• **TASK STATEMENT**: Could you copy out every line of the data where the word "compass" occurs?

• **GIVEN INFORMATION**:
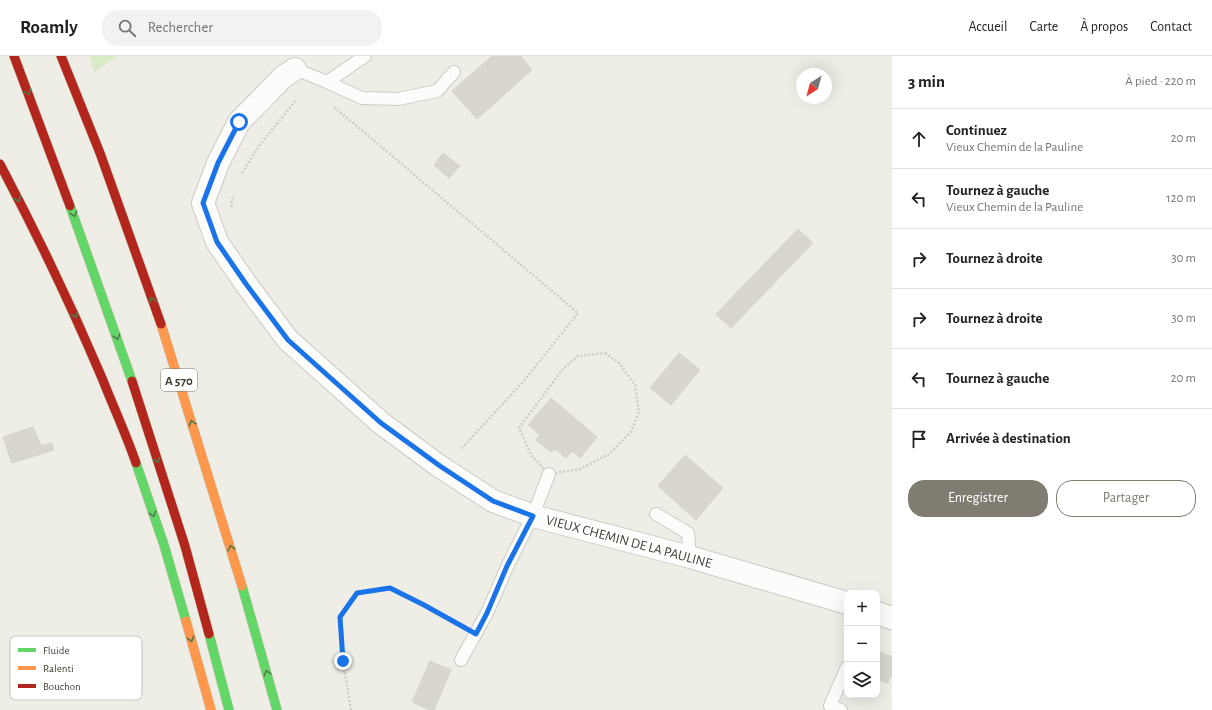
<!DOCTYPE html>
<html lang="fr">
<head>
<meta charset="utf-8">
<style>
	:root { --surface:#fff; --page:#f2f2f2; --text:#222; --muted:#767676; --line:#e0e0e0; --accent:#807c72 }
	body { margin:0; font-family:"Alegreya Sans",sans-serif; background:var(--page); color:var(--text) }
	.controls { position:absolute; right:12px; bottom:12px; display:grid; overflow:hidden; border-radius:8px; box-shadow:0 4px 16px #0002 }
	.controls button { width:36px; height:36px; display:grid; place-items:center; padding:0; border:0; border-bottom:1px solid var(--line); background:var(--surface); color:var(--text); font:20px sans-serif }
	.compass { position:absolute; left:796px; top:12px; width:36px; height:36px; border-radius:50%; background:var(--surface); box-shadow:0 4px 16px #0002; rotate:216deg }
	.stop { position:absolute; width:12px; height:12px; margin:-9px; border:3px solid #1a73e8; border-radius:50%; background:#fff }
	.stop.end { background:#1a73e8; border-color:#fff; box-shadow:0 1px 4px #0008 }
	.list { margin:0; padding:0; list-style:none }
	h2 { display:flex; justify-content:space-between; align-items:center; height:52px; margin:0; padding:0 16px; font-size:17px }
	h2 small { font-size:13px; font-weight:400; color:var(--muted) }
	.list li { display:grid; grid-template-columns:26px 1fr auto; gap:12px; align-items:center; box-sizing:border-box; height:60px; padding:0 16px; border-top:1px solid var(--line) }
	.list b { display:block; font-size:15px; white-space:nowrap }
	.list p { margin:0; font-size:13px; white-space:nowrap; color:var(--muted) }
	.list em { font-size:13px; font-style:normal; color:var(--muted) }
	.actions { display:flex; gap:8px; padding:12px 16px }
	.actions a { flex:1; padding:9px 0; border:1px solid var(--accent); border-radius:16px; text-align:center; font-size:14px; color:var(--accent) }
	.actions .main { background:var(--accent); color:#fff }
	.icon { flex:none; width:22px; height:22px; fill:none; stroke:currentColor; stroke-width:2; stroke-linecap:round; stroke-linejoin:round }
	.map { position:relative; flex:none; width:892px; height:654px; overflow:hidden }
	header { display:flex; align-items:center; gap:24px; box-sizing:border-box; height:56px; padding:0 20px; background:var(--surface); border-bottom:1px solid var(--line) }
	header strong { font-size:19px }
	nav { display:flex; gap:22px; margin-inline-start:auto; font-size:14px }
	.search { width:280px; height:36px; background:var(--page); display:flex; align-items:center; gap:10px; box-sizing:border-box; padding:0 14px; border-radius:16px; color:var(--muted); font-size:15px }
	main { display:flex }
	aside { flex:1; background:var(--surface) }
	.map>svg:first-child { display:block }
</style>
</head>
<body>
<header>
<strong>Roamly</strong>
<div class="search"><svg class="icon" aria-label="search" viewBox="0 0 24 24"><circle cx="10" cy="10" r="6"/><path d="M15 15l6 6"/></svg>Rechercher</div>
<nav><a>Accueil</a><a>Carte</a><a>À propos</a><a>Contact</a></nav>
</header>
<main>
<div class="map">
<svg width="892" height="654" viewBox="0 0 892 654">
	<rect width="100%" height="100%" fill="#eeede6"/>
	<path fill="#d9eac6" d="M89 0H117L95 16Z"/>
	<path fill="#d8d6cf" stroke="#d6d4cc" d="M492 0H521L532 14 477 63 452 35Z
		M443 97 460 110 449 122 434 109Z
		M798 173 813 187 731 272 716 258Z
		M679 297 700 314 671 349 650 332Z
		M551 342 597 381 580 402 572 395 566 402 555 393 551 396 536 384 540 379 528 369Z
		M33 371 41 390 52 387 54 394 12 407 3 381Z
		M685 399 723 432 696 464 658 430Z
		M880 596 892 601V621L890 620 888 627 877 623V605Z
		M430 605 451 614 434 654H430L412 646Z"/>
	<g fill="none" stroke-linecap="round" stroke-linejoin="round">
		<defs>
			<path id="lane" d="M295 13 327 26 362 42 398 43 437 35 454 16
				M327 26 365 0
				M656 458 688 477 690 501
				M461 604 487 557 507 511 533 459 549 418
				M841 654 830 650 847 611"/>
			<path id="street" d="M295 13 283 21 239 66 218 107 203 147 217 186 246 228 288 284 381 367 439 410 493 445 537 461 690 501 847 547
				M877 557 892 562"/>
			<path id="fast" d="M70 150 132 325
				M136 407 164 489 186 565
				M242 530 277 654
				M209 578 229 654"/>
			<path id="slow" d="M161 268 242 530
				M186 565 211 654"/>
			<path id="jam" d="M14 0 70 150
				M61 0 100 97 161 268
				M0 108C37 178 71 249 102 322 113 350 126 378 136 407
				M132 325 185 490 209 578"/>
		</defs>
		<use href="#lane" stroke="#cccac4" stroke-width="14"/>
		<use href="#street" stroke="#cccac4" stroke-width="24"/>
		<use href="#fast" stroke="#c6bca1" stroke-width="10"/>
		<use href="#slow" stroke="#c6bca1" stroke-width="10"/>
		<use href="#jam" stroke="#c6bca1" stroke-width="10"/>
		<path stroke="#d0cdc8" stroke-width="2.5" stroke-dasharray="2 2" stroke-linecap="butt" d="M334 51 578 257 523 326 460 394
			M242 117 259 90 297 43
			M231 151 233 140
			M605 297 619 307 635 329 639 356 631 376 609 398 580 413 549 418 531 399 519 372 563 313 578 300Z
			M351 654 343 605 340 561 357 537 390 532 424 549 459 569"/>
		<use href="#lane" stroke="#fcfcfb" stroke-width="12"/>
		<use href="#street" stroke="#fcfcfb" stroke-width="22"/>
		<use href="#fast" stroke="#63d668" stroke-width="9"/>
		<use href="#slow" stroke="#ff974d" stroke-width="9"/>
		<use href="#jam" stroke="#b3261e" stroke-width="9"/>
	</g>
	<defs><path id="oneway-chevron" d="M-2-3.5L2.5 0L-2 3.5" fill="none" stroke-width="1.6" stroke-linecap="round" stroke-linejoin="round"/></defs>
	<g stroke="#507b48">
		<use href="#oneway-chevron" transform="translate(28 36) rotate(69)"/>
		<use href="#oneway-chevron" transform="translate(18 143) rotate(63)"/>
		<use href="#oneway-chevron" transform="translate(74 158) rotate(71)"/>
		<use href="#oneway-chevron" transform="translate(152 244) rotate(-110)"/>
		<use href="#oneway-chevron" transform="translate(75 259) rotate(66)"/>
		<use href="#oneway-chevron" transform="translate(117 281) rotate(71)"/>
		<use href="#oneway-chevron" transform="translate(192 367) rotate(-107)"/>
		<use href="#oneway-chevron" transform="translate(157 404) rotate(72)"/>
		<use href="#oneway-chevron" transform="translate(153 458) rotate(71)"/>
		<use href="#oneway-chevron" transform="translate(231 492) rotate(-106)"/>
		<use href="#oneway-chevron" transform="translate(191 583) rotate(74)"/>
		<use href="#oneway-chevron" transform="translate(267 617) rotate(-106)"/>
	</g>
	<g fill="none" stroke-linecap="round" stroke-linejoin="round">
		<path stroke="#1a73e8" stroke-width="5" d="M239 66 218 107 203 147 217 186 246 228 288 284 381 367 440 410 493 445 533 460 507 510 487 557 476 578 424 549 390 532 357 537 340 561 343 605"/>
	</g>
	<g text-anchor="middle" stroke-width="3.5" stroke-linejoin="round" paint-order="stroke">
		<rect fill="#fff" stroke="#7c7970" stroke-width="1" x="161" y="313" width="36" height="22" rx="3"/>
		<g font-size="13" font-weight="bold" fill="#443f33">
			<text x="179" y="329">A 570</text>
		</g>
		<g font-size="14" fill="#443f33" stroke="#fff">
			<text transform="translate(629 485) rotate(15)" y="5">VIEUX CHEMIN DE LA PAULINE</text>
		</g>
	</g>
	<rect x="10" y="580" width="132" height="64" rx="6" fill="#fff" stroke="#c7c5c2" stroke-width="1"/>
	<rect x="18" y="592" width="18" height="4" fill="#63d668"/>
	<rect x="18" y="610" width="18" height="4" fill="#ff974d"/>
	<rect x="18" y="628" width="18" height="4" fill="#b3261e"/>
	<g font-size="11" fill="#443f33">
		<text x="43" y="598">Fluide</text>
		<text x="43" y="616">Ralenti</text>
		<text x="43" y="634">Bouchon</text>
	</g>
</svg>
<div class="controls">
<button>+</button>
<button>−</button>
<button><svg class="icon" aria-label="layers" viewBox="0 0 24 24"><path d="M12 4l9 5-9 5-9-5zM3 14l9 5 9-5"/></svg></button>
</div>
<svg class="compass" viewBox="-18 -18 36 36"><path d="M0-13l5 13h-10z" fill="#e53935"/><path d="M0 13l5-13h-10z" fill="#767676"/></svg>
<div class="stop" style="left:239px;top:66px"></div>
<div class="stop end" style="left:343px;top:605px"></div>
</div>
<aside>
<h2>3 min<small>À pied · 220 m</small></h2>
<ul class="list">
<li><svg class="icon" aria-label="ahead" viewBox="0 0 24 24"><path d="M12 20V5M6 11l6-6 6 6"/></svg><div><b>Continuez</b><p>Vieux Chemin de la Pauline</p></div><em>20 m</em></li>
<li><svg class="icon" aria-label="left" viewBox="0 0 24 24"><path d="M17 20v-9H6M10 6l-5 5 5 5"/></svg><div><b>Tournez à gauche</b><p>Vieux Chemin de la Pauline</p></div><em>120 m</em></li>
<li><svg class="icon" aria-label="right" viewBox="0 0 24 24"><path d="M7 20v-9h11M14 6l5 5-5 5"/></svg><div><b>Tournez à droite</b></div><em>30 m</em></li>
<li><svg class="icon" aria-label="right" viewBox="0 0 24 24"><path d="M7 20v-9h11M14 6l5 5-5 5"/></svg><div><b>Tournez à droite</b></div><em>30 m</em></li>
<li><svg class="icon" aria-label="left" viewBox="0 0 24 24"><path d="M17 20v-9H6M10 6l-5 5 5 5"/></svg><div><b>Tournez à gauche</b></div><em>20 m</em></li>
<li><svg class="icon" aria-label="arrive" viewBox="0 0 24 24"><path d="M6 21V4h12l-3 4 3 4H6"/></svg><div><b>Arrivée à destination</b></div></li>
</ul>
<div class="actions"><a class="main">Enregistrer</a><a>Partager</a></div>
</aside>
</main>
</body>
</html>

• **RESULT OF THIS EXERCISE**:
	.compass { position:absolute; left:796px; top:12px; width:36px; height:36px; border-radius:50%; background:var(--surface); box-shadow:0 4px 16px #0002; rotate:216deg }
<svg class="compass" viewBox="-18 -18 36 36"><path d="M0-13l5 13h-10z" fill="#e53935"/><path d="M0 13l5-13h-10z" fill="#767676"/></svg>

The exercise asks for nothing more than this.